ACTIVITY | Omit every image, and transcribe the remaining entries exactly as given.
═════ EXCERPTED DATA
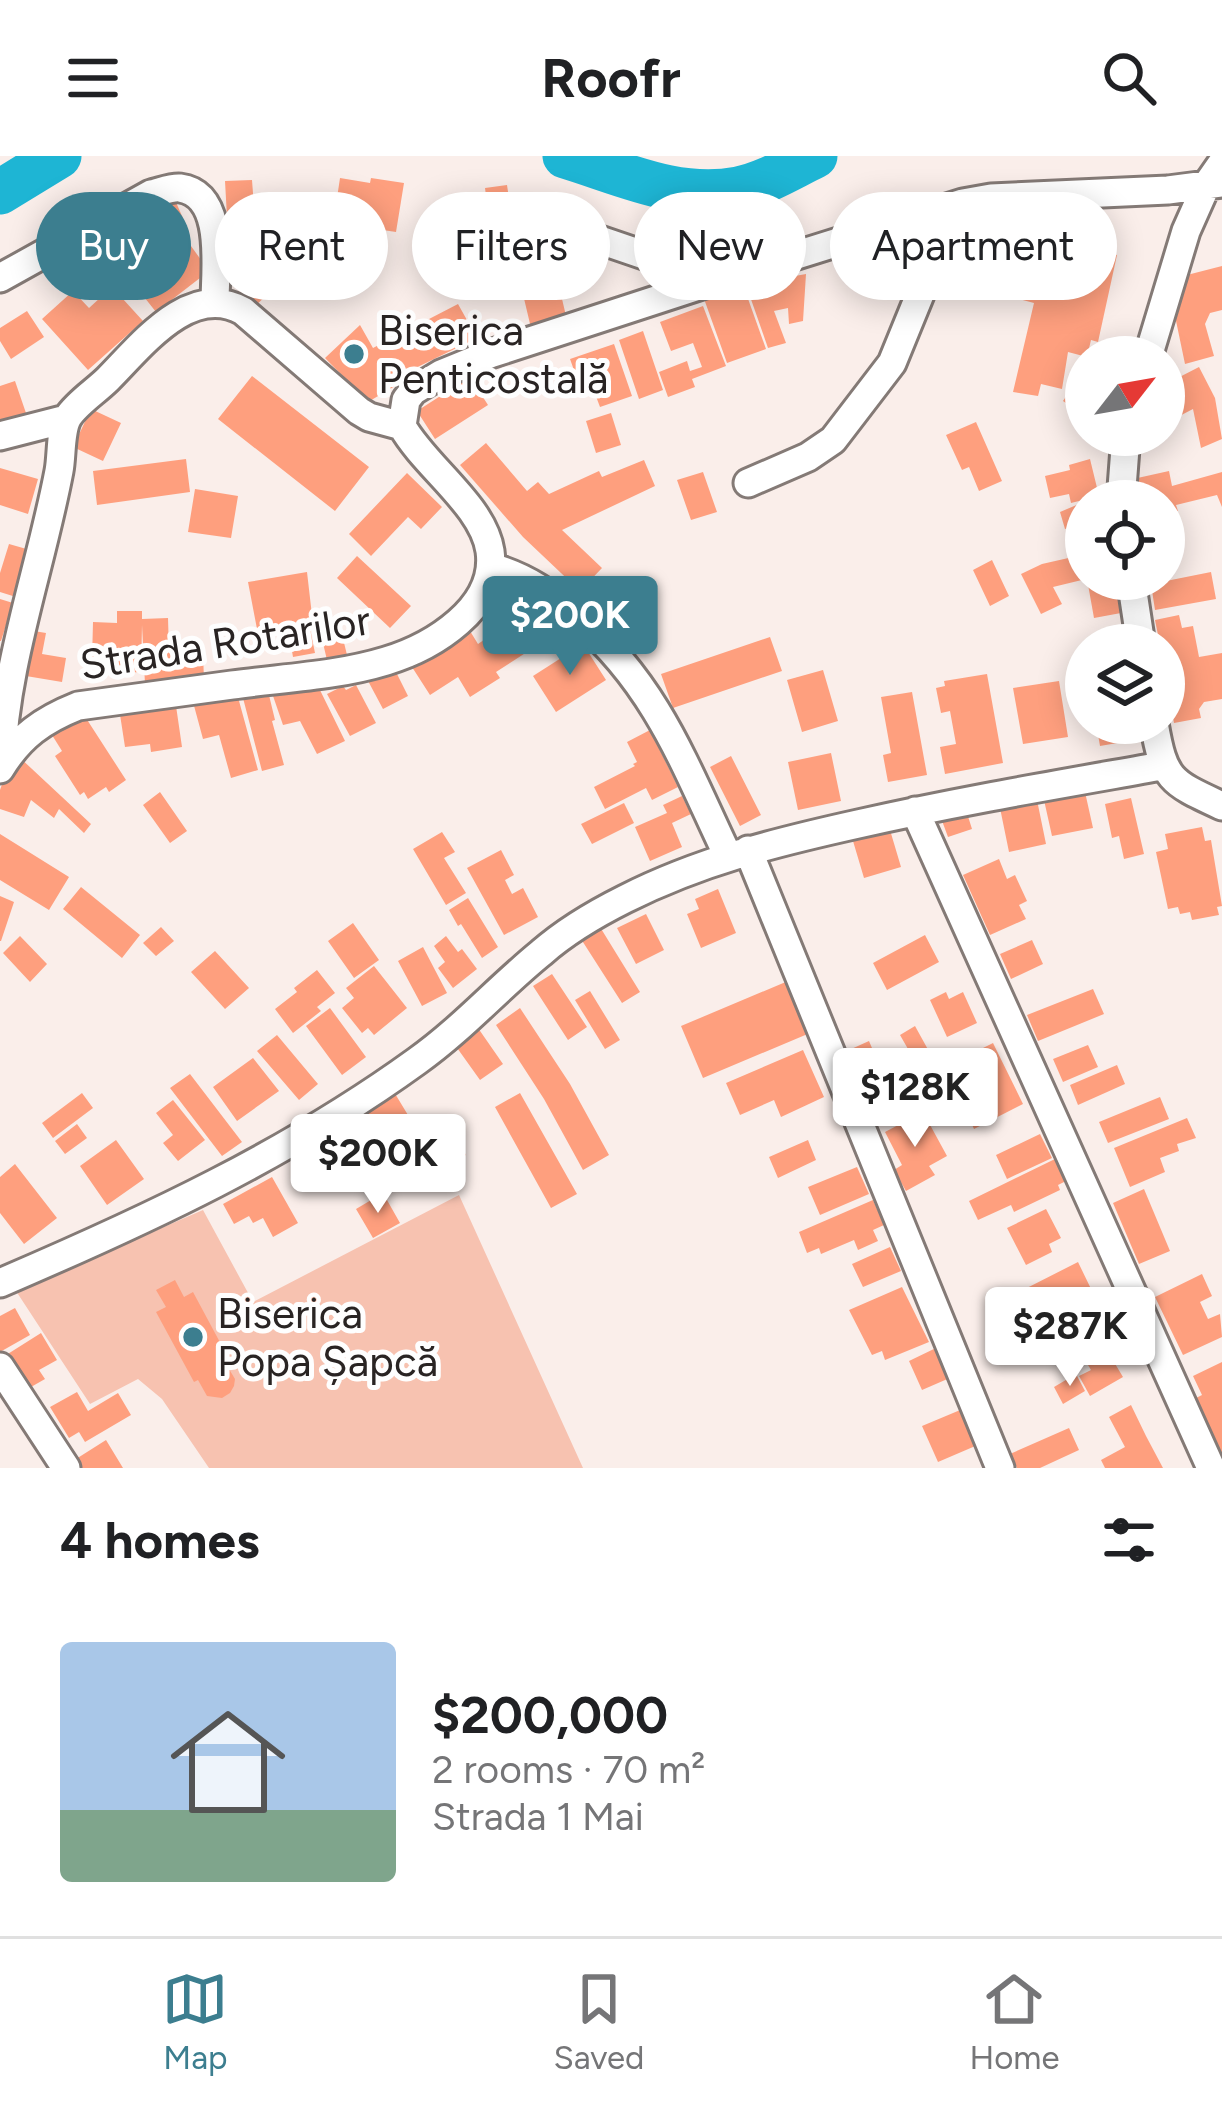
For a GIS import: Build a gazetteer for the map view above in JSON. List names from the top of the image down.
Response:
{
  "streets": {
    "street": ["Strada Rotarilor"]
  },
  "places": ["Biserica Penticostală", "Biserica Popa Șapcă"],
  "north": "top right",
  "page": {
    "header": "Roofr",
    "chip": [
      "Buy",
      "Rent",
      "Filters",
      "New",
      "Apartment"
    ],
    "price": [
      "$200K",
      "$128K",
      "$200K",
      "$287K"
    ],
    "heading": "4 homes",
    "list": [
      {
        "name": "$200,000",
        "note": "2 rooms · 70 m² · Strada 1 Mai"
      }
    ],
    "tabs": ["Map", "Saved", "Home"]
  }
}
══════════
WRITTEN ANSWER |
For a GIS import: Build a gazetteer for the map view above in JSON. List names from the top of the image down.
Response:
{
  "streets": {
    "street": ["Strada Rotarilor"]
  },
  "places": ["Biserica Penticostală", "Biserica Popa Șapcă"],
  "north": "top right",
  "page": {
    "header": "Roofr",
    "chip": [
      "Buy",
      "Rent",
      "Filters",
      "New",
      "Apartment"
    ],
    "price": [
      "$200K",
      "$128K",
      "$200K",
      "$287K"
    ],
    "heading": "4 homes",
    "list": [
      {
        "name": "$200,000",
        "note": "2 rooms · 70 m² · Strada 1 Mai"
      }
    ],
    "tabs": ["Map", "Saved", "Home"]
  }
}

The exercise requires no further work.